Monday, January 31, 2011

A family is more than the sum of its parts, or the relative densities of blood and water.

I'm pretty much thinking I never want to have kids.  And, while this is personal choice, I also believe it is a matter of faith.  I believe very strongly in zero population growth, even the negative population growth that comes from having no biological children of your own.  The least you could do with all the poverty and homelessness in the world is to adopt children who need families, and then you're not adding to the overall population of the world anyway.

In the event this raises questions in the validity of a family with adopted children, I would like to point out that family is not confined to your blood relatives; rather, it's a shared experience of living.  I live with three other girls, and I would consider them as much my sisters as my biological sisters (had I any).  But it doesn't even have to be the shared experience of living together; when I worked backstage in high school, I had a family in the people I worked with, spent time with, shared joy and frustration with.  Family is much more than a nuclear unit of Mom, Dad, Jane, and Billy.
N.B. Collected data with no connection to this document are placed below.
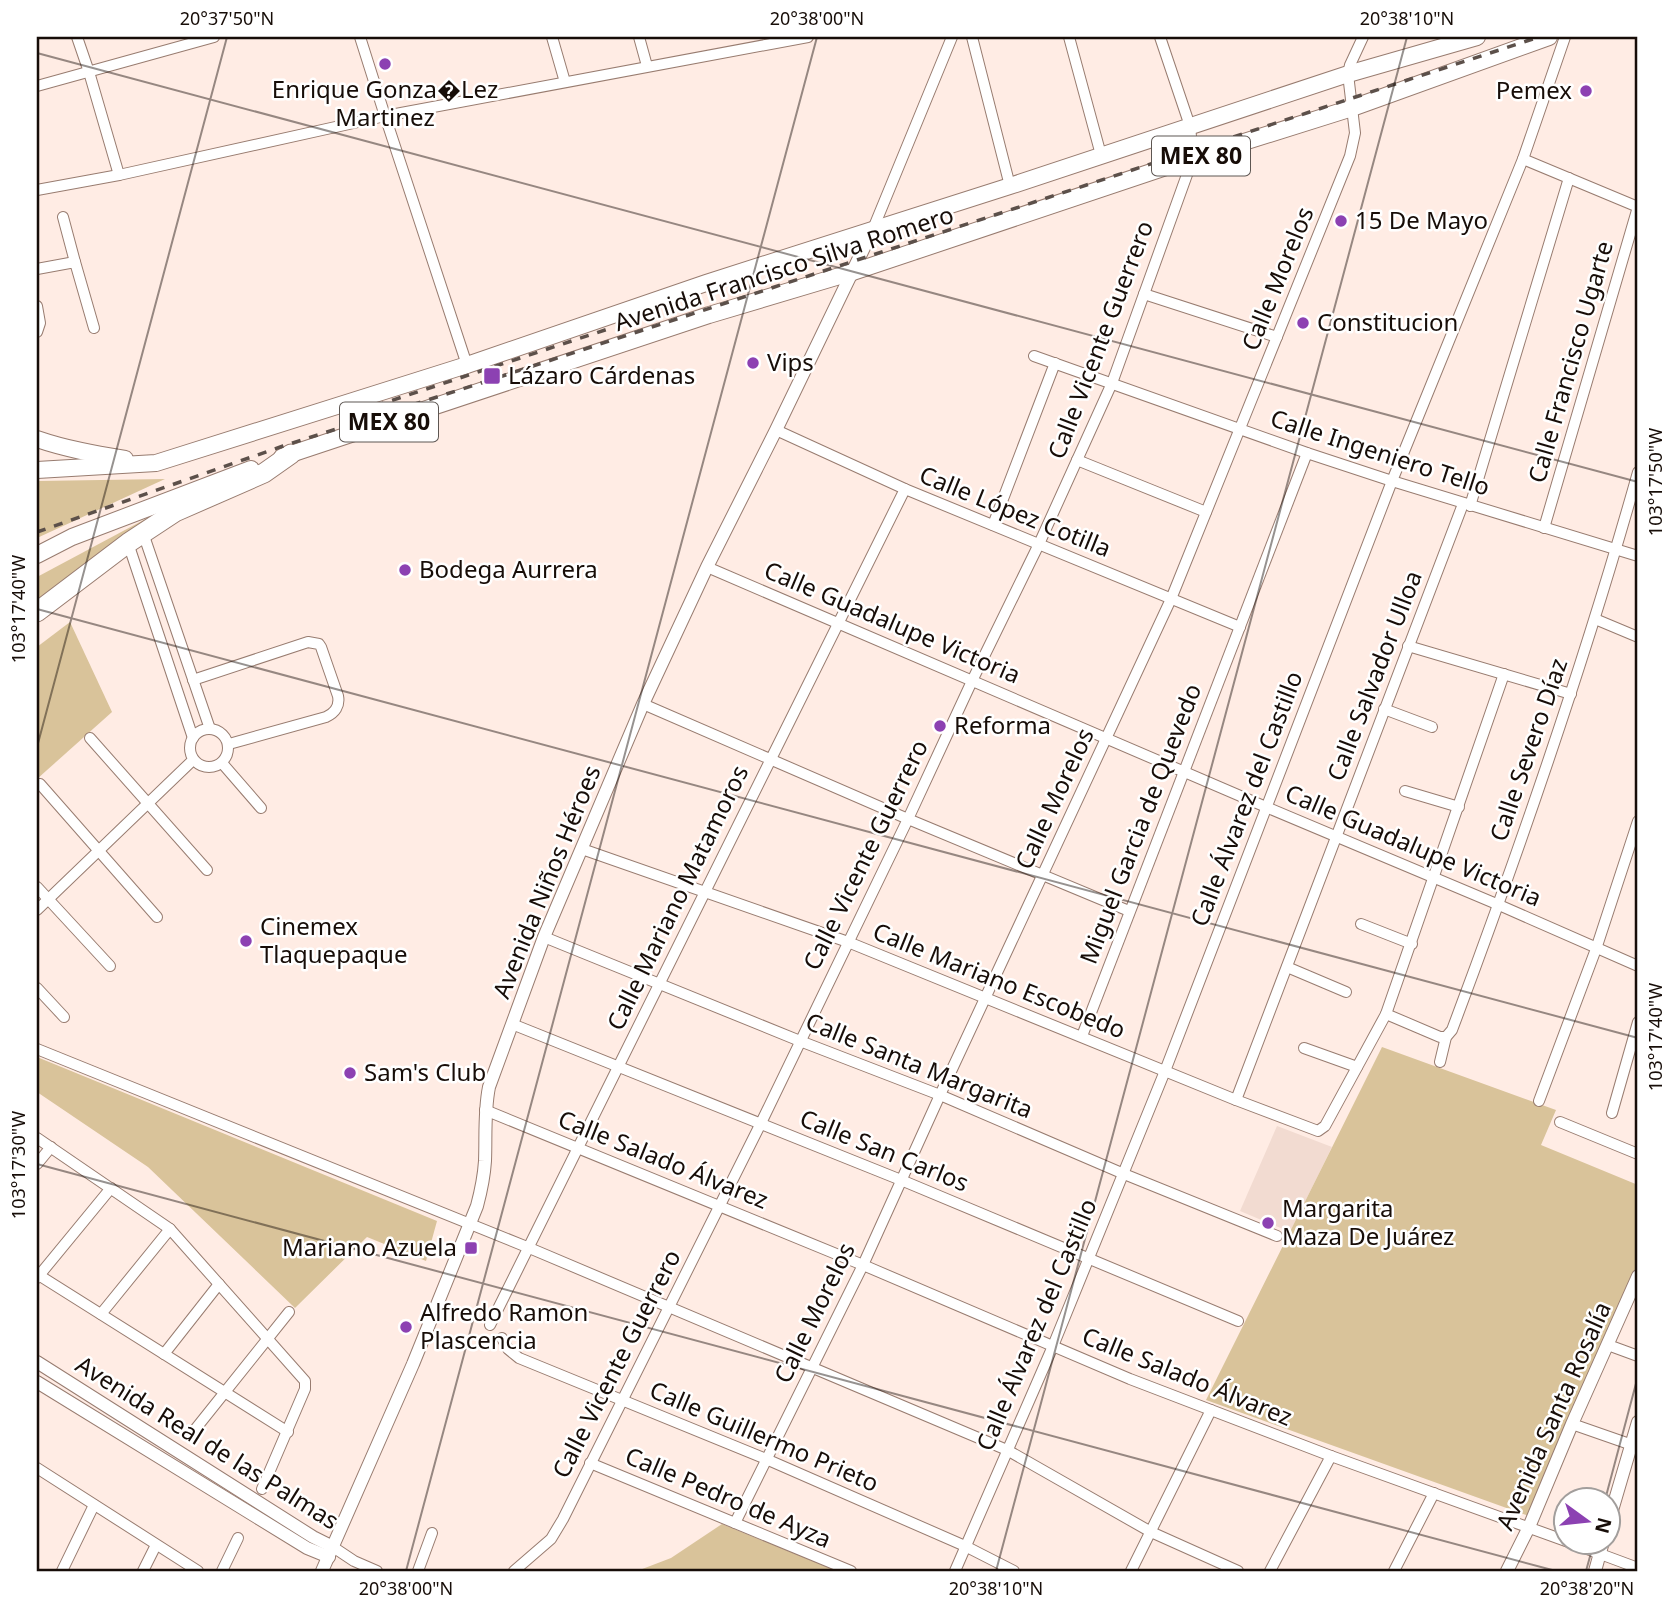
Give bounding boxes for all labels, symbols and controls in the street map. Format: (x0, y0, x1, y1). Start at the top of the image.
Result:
text: 20°37'50"N (180, 6, 274, 30)
text: 20°38'00"N (770, 6, 864, 30)
text: 20°38'10"N (1360, 6, 1454, 30)
marker: Enrique Gonza�Lez Martinez (377, 56, 393, 72)
place label: Enrique Gonza�Lez Martinez (272, 72, 498, 133)
place label: Pemex (1496, 73, 1572, 106)
marker: Pemex (1578, 83, 1594, 99)
road number: MEX 80 (1152, 136, 1250, 176)
street label: Avenida Francisco Silva Romero (610, 197, 957, 338)
street label: Calle Morelos (1233, 202, 1320, 355)
place label: 15 De Mayo (1355, 203, 1488, 236)
marker: 15 De Mayo (1333, 213, 1349, 229)
street label: Calle Vicente Guerrero (1039, 216, 1160, 463)
street label: Calle Francisco Ugarte (1519, 237, 1620, 486)
place label: Constitucion (1317, 305, 1458, 338)
marker: Constitucion (1295, 315, 1311, 331)
place label: Vips (767, 345, 814, 378)
marker: Vips (745, 355, 761, 371)
place label: Lázaro Cárdenas (508, 358, 695, 391)
marker: Lázaro Cárdenas (482, 366, 502, 386)
street label: Calle Ingeniero Tello (1267, 401, 1494, 503)
road number: MEX 80 (340, 402, 438, 442)
text: 103°17'50"W (1643, 428, 1667, 536)
street label: Calle López Cotilla (915, 457, 1116, 564)
place label: Bodega Aurrera (419, 552, 598, 585)
street label: Calle Guadalupe Victoria (759, 553, 1026, 691)
text: 103°17'40"W (6, 555, 30, 663)
marker: Bodega Aurrera (397, 562, 413, 578)
street label: Calle Salvador Ulloa (1318, 566, 1429, 785)
street label: Calle Severo Díaz (1481, 654, 1574, 845)
street label: Calle Álvarez del Castillo (1182, 666, 1310, 931)
street label: Miguel Garcia de Quevedo (1071, 679, 1208, 968)
place label: Reforma (954, 708, 1051, 741)
marker: Reforma (932, 718, 948, 734)
street label: Calle Morelos (1007, 722, 1101, 874)
street label: Calle Vicente Guerrero (795, 734, 935, 975)
street label: Calle Mariano Matamoros (598, 759, 755, 1035)
street label: Avenida Niños Héroes (484, 760, 607, 1003)
street label: Calle Guadalupe Victoria (1280, 776, 1547, 914)
place label: Cinemex Tlaquepaque (260, 909, 407, 970)
street label: Calle Mariano Escobedo (868, 914, 1131, 1045)
marker: Cinemex Tlaquepaque (238, 933, 254, 949)
text: 103°17'40"W (1643, 983, 1667, 1091)
street label: Calle Santa Margarita (801, 1004, 1038, 1125)
place label: Sam's Club (364, 1055, 486, 1088)
marker: Sam's Club (342, 1065, 358, 1081)
street label: Calle Salado Álvarez (554, 1101, 774, 1216)
street label: Calle San Carlos (795, 1101, 974, 1198)
text: 103°17'30"W (6, 1111, 30, 1219)
place label: Margarita Maza De Juárez (1282, 1191, 1454, 1252)
street label: Calle Álvarez del Castillo (968, 1193, 1104, 1456)
marker: Margarita Maza De Juárez (1260, 1215, 1276, 1231)
place label: Mariano Azuela (282, 1230, 457, 1263)
street label: Calle Morelos (765, 1237, 862, 1388)
marker: Mariano Azuela (463, 1240, 479, 1256)
street label: Calle Vicente Guerrero (544, 1243, 688, 1483)
place label: Alfredo Ramon Plascencia (420, 1295, 588, 1356)
street label: Avenida Santa Rosalía (1487, 1296, 1618, 1535)
street label: Calle Salado Álvarez (1078, 1318, 1298, 1433)
marker: Alfredo Ramon Plascencia (398, 1319, 414, 1335)
street label: Avenida Real de las Palmas (70, 1347, 346, 1536)
street label: Calle Guillermo Prieto (645, 1372, 884, 1499)
street label: Calle Pedro de Ayza (621, 1438, 837, 1555)
north arrow (1552, 1486, 1622, 1556)
text: N (1589, 1515, 1618, 1536)
text: 20°38'00"N (359, 1576, 453, 1600)
text: 20°38'10"N (949, 1576, 1043, 1600)
text: 20°38'20"N (1540, 1576, 1634, 1600)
I don't think it's responsible to suggest that some people you live with would have the same rights to you, your possessions, and your life as the family you grew up with.  I suppose that's the defining factor: growing up and coming of age.  Yes, there are all the legal definitions that [necessarily] allocate resources and responsibilities.  Those are important, too, in our society.

I write this thinking about families I know with adopted children.  It's no big secret to them, and as far as I know my friend has always known she was adopted.  She has had contact with her biological mother, starting when she was 18 (which I believe was the mother's stipulation).  And that's that.  The two other children in the family are biological, but she has no less claim to her parents' affection.